---------- MATERIAL SUPPLIED ----------
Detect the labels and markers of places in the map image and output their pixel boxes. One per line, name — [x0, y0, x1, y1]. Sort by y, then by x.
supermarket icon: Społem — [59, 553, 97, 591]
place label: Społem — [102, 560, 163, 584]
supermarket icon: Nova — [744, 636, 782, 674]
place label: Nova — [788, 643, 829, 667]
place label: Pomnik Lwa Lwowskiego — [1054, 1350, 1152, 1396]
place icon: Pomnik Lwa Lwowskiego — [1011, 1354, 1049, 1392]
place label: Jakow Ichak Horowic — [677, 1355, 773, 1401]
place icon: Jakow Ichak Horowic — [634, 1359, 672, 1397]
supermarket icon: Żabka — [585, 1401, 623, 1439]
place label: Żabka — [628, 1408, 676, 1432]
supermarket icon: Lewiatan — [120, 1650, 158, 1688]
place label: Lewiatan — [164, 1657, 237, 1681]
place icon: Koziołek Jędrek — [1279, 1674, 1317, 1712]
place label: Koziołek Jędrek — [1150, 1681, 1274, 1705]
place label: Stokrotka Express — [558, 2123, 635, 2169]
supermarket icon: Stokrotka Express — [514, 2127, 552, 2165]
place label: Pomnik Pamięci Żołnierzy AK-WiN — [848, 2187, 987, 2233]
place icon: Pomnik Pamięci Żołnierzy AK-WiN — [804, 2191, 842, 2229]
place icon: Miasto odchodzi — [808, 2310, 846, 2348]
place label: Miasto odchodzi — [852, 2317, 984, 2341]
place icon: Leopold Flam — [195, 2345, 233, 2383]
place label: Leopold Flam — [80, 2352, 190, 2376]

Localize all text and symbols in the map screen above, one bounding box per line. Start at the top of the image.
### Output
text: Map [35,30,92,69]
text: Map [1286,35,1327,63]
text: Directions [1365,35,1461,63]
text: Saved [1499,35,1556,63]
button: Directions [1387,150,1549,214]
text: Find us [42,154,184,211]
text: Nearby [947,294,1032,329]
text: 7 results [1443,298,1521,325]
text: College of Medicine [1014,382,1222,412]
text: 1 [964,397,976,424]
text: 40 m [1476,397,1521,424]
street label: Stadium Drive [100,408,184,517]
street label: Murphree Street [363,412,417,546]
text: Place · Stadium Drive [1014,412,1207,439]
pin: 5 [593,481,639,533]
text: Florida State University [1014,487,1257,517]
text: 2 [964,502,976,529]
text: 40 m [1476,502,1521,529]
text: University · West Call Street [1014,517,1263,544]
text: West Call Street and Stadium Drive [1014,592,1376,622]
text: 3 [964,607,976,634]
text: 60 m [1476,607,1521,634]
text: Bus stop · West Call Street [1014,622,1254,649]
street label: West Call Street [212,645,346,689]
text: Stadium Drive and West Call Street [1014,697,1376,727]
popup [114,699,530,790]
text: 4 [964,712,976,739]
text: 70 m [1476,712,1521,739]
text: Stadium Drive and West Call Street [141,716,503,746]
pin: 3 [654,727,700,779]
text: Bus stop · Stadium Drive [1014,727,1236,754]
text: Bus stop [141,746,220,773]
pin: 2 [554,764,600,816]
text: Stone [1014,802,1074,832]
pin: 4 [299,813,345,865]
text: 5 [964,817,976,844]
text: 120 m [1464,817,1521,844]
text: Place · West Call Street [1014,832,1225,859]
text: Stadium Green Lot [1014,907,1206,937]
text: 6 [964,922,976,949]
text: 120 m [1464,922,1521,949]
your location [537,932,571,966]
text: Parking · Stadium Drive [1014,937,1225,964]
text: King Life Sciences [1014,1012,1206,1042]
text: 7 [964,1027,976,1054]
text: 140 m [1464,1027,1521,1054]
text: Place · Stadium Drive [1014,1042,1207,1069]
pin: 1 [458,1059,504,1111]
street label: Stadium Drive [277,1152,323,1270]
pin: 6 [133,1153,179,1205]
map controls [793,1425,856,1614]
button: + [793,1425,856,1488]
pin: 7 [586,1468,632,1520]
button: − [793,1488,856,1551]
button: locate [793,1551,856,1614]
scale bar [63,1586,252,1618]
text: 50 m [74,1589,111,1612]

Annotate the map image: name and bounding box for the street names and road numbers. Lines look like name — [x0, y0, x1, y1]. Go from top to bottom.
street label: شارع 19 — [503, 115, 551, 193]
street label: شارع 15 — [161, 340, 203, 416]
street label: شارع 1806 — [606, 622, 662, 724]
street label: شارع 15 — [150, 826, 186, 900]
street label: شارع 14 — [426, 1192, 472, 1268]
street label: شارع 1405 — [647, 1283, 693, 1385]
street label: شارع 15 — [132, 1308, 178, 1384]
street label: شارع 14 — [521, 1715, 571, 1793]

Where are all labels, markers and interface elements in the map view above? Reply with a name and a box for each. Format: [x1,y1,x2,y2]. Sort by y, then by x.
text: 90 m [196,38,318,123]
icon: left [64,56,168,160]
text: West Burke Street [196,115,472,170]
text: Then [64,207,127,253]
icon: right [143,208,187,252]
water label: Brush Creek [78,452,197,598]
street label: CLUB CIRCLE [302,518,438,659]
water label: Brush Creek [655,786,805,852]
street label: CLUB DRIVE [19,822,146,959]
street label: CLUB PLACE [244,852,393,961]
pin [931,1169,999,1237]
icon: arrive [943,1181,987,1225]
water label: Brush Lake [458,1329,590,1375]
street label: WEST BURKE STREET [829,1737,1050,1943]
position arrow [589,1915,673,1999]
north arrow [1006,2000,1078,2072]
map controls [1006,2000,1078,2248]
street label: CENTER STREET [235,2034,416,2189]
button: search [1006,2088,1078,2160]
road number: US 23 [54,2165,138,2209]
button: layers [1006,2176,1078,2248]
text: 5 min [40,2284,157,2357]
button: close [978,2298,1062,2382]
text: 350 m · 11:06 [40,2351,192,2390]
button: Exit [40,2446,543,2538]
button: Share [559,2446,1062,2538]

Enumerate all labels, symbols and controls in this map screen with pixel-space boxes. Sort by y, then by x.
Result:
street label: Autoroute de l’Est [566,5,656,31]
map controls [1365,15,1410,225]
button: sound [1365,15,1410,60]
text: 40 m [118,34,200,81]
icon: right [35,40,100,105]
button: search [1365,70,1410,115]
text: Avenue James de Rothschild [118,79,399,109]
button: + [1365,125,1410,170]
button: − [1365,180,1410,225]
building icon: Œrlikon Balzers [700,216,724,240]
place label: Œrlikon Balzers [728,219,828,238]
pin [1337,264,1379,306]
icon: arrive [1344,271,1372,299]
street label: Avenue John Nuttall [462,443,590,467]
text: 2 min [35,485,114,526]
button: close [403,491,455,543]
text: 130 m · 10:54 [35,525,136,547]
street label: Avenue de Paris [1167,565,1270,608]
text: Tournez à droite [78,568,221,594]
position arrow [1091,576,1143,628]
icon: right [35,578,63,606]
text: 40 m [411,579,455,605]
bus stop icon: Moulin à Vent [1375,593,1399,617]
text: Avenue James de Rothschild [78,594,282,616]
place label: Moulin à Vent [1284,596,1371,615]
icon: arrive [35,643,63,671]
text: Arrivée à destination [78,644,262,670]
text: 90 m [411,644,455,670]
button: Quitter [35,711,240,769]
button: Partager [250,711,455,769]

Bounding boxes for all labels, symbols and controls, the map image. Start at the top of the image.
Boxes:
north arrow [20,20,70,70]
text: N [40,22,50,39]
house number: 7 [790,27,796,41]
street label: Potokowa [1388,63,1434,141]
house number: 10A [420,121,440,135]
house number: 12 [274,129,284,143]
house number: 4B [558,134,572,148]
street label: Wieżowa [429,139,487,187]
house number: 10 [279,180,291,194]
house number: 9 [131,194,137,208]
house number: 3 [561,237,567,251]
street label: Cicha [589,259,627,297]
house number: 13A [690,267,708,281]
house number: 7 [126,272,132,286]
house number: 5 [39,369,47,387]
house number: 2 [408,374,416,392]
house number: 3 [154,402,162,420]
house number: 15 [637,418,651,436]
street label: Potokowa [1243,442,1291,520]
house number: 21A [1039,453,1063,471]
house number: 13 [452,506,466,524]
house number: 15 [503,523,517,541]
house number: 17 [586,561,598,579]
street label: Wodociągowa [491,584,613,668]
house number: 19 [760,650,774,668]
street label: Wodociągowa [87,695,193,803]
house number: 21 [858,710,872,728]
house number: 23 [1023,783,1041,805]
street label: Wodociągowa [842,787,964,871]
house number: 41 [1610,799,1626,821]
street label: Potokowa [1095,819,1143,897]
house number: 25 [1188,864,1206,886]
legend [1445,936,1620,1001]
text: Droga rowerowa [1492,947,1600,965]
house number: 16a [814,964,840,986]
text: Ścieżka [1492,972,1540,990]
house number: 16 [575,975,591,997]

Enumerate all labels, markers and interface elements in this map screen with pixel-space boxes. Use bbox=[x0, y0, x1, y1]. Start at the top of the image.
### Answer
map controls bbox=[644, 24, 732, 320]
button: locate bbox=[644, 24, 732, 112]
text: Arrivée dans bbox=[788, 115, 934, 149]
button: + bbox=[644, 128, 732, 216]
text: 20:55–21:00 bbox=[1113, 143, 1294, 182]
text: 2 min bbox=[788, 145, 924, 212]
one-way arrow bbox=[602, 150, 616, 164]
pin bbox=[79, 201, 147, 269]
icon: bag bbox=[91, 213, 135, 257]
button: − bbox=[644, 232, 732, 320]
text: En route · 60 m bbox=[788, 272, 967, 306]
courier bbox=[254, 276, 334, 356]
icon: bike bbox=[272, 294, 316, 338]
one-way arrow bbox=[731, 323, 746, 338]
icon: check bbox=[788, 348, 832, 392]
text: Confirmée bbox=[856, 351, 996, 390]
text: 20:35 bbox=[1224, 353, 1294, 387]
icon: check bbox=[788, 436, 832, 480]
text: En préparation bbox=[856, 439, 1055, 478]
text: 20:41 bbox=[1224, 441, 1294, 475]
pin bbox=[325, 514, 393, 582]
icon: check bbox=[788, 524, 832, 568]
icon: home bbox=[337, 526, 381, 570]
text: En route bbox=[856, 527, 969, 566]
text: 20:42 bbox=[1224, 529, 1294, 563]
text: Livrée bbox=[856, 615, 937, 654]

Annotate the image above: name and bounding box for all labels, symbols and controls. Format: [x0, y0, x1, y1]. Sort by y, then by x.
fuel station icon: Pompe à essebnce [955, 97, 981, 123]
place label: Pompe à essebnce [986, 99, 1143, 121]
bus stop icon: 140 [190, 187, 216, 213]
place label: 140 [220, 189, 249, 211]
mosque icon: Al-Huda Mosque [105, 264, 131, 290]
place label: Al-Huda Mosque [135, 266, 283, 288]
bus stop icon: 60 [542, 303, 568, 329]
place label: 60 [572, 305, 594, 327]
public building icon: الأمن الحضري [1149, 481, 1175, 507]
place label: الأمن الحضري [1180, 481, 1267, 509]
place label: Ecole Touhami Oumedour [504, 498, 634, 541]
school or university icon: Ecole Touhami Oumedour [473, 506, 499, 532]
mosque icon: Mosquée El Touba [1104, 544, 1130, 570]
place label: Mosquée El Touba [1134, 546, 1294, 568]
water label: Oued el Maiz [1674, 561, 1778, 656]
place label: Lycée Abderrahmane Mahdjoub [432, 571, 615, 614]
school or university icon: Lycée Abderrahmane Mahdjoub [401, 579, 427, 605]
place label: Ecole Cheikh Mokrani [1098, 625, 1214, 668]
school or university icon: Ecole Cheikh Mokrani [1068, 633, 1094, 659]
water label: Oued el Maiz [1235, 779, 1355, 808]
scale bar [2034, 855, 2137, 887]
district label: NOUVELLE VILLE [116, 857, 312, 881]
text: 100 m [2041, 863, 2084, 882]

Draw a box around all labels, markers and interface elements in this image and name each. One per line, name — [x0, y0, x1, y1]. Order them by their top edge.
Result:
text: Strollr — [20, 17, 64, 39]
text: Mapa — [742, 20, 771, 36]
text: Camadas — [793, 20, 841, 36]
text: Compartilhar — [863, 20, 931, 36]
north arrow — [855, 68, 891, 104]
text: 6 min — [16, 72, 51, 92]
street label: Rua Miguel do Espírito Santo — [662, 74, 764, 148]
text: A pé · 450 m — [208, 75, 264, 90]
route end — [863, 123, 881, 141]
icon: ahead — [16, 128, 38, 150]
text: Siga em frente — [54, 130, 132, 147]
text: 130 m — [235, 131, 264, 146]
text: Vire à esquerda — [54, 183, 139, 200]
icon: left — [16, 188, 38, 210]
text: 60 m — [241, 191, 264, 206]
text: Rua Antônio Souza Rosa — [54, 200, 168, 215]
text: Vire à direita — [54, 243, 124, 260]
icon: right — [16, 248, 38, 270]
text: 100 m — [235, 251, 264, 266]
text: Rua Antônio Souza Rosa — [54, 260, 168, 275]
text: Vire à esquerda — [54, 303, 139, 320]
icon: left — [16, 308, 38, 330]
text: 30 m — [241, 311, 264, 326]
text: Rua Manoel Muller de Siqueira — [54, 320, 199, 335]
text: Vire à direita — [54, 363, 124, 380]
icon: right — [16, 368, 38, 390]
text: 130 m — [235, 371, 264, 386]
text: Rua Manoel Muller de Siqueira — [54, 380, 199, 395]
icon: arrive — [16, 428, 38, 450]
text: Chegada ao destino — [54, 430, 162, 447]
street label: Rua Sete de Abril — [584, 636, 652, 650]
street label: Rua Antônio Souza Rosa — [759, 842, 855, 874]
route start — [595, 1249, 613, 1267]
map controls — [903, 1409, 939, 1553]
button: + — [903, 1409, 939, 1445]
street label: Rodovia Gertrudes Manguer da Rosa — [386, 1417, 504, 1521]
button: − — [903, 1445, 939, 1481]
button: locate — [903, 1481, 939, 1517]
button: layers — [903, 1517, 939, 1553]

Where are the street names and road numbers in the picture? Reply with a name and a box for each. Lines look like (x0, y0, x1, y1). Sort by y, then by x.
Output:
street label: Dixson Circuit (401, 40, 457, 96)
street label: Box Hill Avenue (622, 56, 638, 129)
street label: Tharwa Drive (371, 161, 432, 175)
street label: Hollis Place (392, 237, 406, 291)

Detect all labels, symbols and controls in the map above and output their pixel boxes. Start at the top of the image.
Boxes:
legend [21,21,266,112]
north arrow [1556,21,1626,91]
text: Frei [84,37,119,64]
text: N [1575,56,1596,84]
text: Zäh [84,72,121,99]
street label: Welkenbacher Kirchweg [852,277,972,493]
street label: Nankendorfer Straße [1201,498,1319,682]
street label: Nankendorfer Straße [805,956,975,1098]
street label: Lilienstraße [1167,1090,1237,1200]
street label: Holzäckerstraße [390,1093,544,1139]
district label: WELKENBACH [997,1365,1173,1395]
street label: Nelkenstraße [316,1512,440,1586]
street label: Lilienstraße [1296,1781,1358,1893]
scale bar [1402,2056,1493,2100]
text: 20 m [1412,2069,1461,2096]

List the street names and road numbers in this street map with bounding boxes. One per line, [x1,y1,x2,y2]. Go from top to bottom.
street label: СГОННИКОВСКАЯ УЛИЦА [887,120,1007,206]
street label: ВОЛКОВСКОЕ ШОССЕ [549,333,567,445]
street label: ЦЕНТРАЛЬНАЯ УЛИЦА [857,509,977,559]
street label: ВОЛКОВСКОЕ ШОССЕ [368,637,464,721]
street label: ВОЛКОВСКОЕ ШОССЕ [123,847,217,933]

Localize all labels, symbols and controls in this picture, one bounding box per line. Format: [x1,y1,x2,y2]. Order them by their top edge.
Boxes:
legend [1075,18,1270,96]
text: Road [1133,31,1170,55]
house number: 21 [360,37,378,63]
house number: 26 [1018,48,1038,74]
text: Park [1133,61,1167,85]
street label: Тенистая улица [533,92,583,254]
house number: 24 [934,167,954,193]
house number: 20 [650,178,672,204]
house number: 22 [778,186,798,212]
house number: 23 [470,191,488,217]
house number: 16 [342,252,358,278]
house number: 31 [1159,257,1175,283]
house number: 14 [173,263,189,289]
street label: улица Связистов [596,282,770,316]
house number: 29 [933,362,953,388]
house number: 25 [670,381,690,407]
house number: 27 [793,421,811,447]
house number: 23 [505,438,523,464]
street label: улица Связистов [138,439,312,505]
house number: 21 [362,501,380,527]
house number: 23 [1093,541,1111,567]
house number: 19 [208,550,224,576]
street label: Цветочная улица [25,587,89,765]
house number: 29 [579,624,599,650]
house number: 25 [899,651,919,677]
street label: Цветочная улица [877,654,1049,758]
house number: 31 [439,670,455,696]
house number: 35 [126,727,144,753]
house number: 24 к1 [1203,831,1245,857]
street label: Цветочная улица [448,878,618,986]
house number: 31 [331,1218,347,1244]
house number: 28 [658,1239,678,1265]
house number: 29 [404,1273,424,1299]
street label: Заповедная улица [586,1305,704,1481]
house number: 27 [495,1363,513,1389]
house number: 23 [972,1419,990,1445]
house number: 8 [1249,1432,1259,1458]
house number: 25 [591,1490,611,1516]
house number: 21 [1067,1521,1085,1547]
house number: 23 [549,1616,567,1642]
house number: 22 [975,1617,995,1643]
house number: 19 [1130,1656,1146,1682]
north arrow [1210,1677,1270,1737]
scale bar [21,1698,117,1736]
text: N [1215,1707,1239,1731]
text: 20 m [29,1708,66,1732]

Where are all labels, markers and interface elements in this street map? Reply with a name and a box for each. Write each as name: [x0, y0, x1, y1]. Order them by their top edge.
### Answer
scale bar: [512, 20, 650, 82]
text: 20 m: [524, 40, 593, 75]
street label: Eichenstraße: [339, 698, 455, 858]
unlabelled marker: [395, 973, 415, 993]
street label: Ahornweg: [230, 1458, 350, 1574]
----------
• _TO DO_
What lines above contain the string "Touhami"? Copy all of them.

• _RESPONSE BELOW_
place label: Ecole Touhami Oumedour [504, 498, 634, 541]
school or university icon: Ecole Touhami Oumedour [473, 506, 499, 532]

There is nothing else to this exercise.